Pensando en Kyûzo. Podría ser un Bogart, sin socarronería, o un Wayne, si le despojas de su liderazgo natural. Un tipo que hace lo que tiene que hacer, sujeto a su destino, un guerrero contenido, disciplinado y eficiente. No sabemos si en el pasado fue un santo, o un delincuente, y nos da igual. Se embarca en la tarea más peligrosa "como quien va de paseo", como dice su admirador, el joven Katsushiro. Tras la lucha se sienta, apoya la cabeza en la katana y descansa. El campo de flores existe, como existe el amor tierno de su pupilo por la chica de la aldea. Pero no es el papel que a él le ha tocado. Al final, resuenan las palabras de Kanbei: el pueblo gana, los samuráis pierden. Qué mirada, la de Kyûzo. Y él, ¿tendría miedo?


martes, 17 de marzo de 2020

La manzana sanadora

Érase una vez tres caballeros que disputaban por el amor de una princesa. Ella enfermó gravemente, y el único remedio estaba en una manzana que crecía a miles de kilómetros de distancia. El rey prometió la mano de su hija, y su reino, a quien lograra traer el remedio. No voy a explicar todos los detalles, pero la manzana llega y salva a la princesa, gracias a la aportación de los tres jóvenes (uno es el que avisa a tiempo sobre la calamidad, el otro proporciona la alfombra voladora para no perder un segundo, el tercero es el que consigue la manzana), y ellos se enzarzan en una pelea para dirimir quién fue el que la salvó. El veredicto del rey es claro y justo: todos pusieron de su parte, ninguno fue el vencedor, o todos lo fueron, y felizmente la princesa se casó con quien eligió.

En estos días extraños todos nos preguntamos qué trabajos son más necesarios. Los que cuidan de la salud de todos son los primeros, eso ahora lo entendemos bien. Es emocionante escuchar los aplausos desde las ventanas, aplausos de reconocimiento y también de miedo compartido. Nos admira cómo pueden prepararse para el trabajo, adentrarse en una situación incierta, y hacer lo que tienen que hacer. Nos gusta imaginar que son héroes, pero su mérito es que no lo son: son como todos, tienen miedo, están cansados, los recursos son dolorosamente insuficientes, y aunque no saben hacia dónde conduce el camino, siguen andando.

No necesitamos héroes, como dice la canción, sino que todos hagamos lo que debemos. Si no, solo estarían obligados a trabajar para los demás los héroes, que al carecer de miedo serían unos temerarios y nos pondrían en peligro a todos, porque tendrían una visión distorsionada de la fragilidad de los mortales. En estos días silenciosos, hay que ser muy bruto para no tener presente la idea de hermandad.
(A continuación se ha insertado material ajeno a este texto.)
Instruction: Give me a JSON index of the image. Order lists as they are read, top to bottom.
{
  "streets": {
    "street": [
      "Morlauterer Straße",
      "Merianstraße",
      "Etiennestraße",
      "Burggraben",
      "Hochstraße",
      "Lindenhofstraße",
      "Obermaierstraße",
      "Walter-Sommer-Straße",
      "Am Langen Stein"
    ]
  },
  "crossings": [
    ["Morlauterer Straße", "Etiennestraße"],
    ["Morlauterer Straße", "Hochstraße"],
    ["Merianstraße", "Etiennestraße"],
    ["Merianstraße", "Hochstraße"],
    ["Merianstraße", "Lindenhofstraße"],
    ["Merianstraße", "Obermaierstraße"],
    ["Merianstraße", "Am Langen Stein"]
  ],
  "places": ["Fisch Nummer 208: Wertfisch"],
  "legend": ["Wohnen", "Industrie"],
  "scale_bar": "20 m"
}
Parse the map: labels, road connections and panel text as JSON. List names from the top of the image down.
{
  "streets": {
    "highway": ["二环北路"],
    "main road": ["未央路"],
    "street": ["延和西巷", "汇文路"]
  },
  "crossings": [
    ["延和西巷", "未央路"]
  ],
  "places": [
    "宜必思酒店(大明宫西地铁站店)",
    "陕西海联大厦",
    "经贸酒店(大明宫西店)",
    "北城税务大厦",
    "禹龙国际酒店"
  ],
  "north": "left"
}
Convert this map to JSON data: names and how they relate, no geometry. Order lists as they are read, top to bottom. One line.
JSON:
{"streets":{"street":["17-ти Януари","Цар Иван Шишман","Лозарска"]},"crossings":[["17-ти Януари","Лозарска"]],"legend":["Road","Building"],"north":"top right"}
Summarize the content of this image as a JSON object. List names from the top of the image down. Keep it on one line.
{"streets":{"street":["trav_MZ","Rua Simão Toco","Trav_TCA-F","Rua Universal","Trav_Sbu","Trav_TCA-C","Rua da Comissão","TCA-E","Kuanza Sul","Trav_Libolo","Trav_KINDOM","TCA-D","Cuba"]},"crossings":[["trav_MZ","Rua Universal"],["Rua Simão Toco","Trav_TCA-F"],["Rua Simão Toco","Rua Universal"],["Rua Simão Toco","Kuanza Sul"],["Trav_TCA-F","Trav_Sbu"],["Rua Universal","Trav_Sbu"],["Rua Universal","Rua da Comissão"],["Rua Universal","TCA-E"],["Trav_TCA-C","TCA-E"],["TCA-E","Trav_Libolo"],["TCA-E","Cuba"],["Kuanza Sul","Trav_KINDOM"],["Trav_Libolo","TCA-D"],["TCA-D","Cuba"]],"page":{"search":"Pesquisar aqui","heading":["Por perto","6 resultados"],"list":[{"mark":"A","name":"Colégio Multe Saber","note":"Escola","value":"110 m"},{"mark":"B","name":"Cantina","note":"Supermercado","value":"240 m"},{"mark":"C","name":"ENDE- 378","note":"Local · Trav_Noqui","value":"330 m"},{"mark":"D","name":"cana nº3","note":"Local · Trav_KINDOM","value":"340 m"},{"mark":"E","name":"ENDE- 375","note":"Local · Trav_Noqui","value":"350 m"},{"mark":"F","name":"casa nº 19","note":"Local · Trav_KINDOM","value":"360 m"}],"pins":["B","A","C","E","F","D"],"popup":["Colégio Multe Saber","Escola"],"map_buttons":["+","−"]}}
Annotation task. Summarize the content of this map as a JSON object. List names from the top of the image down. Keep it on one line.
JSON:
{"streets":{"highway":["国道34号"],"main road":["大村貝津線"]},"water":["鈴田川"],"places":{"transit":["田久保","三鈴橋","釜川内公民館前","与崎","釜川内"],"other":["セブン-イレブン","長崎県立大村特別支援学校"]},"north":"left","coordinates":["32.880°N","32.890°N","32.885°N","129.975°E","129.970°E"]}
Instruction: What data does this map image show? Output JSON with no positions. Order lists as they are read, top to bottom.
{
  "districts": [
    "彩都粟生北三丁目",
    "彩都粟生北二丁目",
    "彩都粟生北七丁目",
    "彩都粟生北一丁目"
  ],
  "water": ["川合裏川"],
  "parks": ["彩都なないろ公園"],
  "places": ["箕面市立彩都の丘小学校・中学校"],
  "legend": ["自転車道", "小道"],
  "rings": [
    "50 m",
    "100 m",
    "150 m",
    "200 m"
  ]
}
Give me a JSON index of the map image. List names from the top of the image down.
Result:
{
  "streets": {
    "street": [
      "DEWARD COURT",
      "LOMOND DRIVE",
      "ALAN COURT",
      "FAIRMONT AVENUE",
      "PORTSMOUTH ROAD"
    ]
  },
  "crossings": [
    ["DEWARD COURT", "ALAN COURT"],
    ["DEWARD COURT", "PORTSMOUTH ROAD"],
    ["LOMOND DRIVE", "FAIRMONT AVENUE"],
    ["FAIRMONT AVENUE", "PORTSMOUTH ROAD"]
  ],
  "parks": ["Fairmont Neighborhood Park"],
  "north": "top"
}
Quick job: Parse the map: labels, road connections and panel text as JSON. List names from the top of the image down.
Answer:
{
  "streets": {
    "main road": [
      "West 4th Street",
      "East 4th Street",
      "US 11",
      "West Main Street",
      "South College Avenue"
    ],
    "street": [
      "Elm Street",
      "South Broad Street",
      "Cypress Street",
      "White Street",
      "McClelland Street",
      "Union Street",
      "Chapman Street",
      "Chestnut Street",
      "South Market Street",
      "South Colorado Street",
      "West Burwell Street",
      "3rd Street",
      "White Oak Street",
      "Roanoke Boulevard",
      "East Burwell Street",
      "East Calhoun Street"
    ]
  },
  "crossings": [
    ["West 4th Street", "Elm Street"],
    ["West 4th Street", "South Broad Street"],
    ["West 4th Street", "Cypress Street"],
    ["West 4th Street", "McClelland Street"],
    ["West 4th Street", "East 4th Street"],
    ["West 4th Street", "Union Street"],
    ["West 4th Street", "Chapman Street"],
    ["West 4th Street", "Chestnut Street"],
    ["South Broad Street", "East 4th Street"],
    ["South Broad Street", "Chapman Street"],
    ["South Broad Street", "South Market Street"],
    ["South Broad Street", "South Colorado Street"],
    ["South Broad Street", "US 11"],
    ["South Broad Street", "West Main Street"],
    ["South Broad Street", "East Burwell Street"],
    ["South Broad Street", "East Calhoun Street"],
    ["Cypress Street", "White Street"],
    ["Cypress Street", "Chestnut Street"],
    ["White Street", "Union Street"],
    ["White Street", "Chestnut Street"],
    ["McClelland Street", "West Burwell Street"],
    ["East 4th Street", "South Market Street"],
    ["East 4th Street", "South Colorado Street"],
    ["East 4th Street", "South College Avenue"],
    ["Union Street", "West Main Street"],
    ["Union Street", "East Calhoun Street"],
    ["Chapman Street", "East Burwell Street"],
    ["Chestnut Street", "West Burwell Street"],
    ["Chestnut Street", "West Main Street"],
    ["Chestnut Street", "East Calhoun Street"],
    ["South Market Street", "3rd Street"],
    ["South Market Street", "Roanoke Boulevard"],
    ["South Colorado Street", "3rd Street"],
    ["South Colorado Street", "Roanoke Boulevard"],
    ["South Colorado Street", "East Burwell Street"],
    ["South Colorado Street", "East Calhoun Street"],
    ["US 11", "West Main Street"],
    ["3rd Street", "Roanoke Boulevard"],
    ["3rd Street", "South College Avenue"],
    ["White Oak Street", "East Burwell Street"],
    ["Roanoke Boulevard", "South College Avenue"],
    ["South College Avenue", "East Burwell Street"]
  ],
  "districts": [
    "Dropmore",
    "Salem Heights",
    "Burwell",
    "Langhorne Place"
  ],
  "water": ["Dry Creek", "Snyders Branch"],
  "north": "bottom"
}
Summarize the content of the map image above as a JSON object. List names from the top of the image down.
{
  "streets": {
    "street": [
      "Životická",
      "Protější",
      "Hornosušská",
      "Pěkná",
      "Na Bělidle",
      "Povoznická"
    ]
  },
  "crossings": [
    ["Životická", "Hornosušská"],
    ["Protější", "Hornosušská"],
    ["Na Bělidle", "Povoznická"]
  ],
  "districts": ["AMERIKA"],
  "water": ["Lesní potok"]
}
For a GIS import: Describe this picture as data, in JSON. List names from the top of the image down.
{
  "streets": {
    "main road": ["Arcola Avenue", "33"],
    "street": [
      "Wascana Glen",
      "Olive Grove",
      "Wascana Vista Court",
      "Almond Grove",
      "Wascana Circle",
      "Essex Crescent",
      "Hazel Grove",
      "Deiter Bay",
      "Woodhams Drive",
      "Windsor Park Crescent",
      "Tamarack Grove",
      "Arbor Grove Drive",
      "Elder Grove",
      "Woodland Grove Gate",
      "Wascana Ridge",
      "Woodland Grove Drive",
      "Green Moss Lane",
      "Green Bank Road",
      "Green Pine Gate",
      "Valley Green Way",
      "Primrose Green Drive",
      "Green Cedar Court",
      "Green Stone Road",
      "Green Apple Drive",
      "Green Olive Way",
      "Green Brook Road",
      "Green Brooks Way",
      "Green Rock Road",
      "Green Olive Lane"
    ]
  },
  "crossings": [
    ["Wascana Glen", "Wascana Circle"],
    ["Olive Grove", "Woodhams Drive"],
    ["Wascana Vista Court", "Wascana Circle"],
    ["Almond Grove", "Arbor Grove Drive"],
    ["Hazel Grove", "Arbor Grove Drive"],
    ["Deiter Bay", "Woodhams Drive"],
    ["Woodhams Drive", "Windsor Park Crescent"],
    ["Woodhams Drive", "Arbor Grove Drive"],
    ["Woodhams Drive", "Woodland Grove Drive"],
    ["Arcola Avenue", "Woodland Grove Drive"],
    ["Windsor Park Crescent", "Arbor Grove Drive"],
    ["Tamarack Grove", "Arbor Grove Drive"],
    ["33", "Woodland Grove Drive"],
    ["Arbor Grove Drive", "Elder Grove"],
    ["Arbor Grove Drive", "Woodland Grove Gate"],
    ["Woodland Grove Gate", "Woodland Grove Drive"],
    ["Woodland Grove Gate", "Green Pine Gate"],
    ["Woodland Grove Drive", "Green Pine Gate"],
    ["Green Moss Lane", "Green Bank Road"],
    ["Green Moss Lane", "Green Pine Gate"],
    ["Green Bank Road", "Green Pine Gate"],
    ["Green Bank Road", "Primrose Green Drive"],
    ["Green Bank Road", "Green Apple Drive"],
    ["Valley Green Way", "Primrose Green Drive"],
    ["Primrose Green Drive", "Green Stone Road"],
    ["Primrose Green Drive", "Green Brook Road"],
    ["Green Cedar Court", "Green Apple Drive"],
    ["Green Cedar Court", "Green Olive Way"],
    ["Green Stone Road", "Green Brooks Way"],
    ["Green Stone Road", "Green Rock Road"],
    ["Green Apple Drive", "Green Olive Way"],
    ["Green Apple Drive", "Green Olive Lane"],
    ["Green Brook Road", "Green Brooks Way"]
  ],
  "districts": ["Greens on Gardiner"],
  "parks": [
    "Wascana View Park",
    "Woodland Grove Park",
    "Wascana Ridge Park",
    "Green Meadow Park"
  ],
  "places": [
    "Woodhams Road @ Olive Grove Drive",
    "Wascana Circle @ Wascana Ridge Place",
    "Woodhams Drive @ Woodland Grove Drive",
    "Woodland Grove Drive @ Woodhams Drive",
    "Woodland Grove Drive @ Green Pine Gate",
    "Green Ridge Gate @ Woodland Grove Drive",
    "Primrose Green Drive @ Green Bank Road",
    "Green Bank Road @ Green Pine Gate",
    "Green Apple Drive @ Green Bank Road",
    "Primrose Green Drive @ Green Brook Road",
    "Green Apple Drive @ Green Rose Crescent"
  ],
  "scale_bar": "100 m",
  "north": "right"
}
La cajera del supermercado, aguantando las colas, la impaciencia, los tosidos, las monedas. El de la tienda de abajo, que echaba la persiana con un brazo y con el otro sujetaba un tiesto, para seguir regándolo en su casa, en estos días en los que no ganará un euro. La pareja que pidió un préstamo para alquilar el bar de abajo, y justo el viernes pasado abre –y tiene que cerrar– las puertas. Ese chico que viene volado y trae los paquetes con piezas para que la maquinaria siga funcionando. Hasta el político que dice las palabras justas, sin echar morralla al contrario, mirando por el bien de todos. Y tantos otros, y tú seguramente, que hiciste lo de siempre, lo que debes, que a veces es tener paciencia y mirar por la ventana.




Entiendo que esto de los deberes, después de tanto tiempo reclamando derechos cada vez más específicos y particulares, resulte extraño. Pero tengo mis esperanzas. No hay héroes disponibles que puedan solucionar todo mientras seguimos tranquilamente instalados en nuestro victimismo, ni tampoco sirve entregarnos a la ira, echando la culpa a villanos y conspiraciones. Nuestras obras, nuestras palabras, son las que acortan o alargan el viaje de la manzana sanadora para este y tantos otros virus. Hoy tachamos en el calendario un día más de esta cuarentena. Y también un día menos.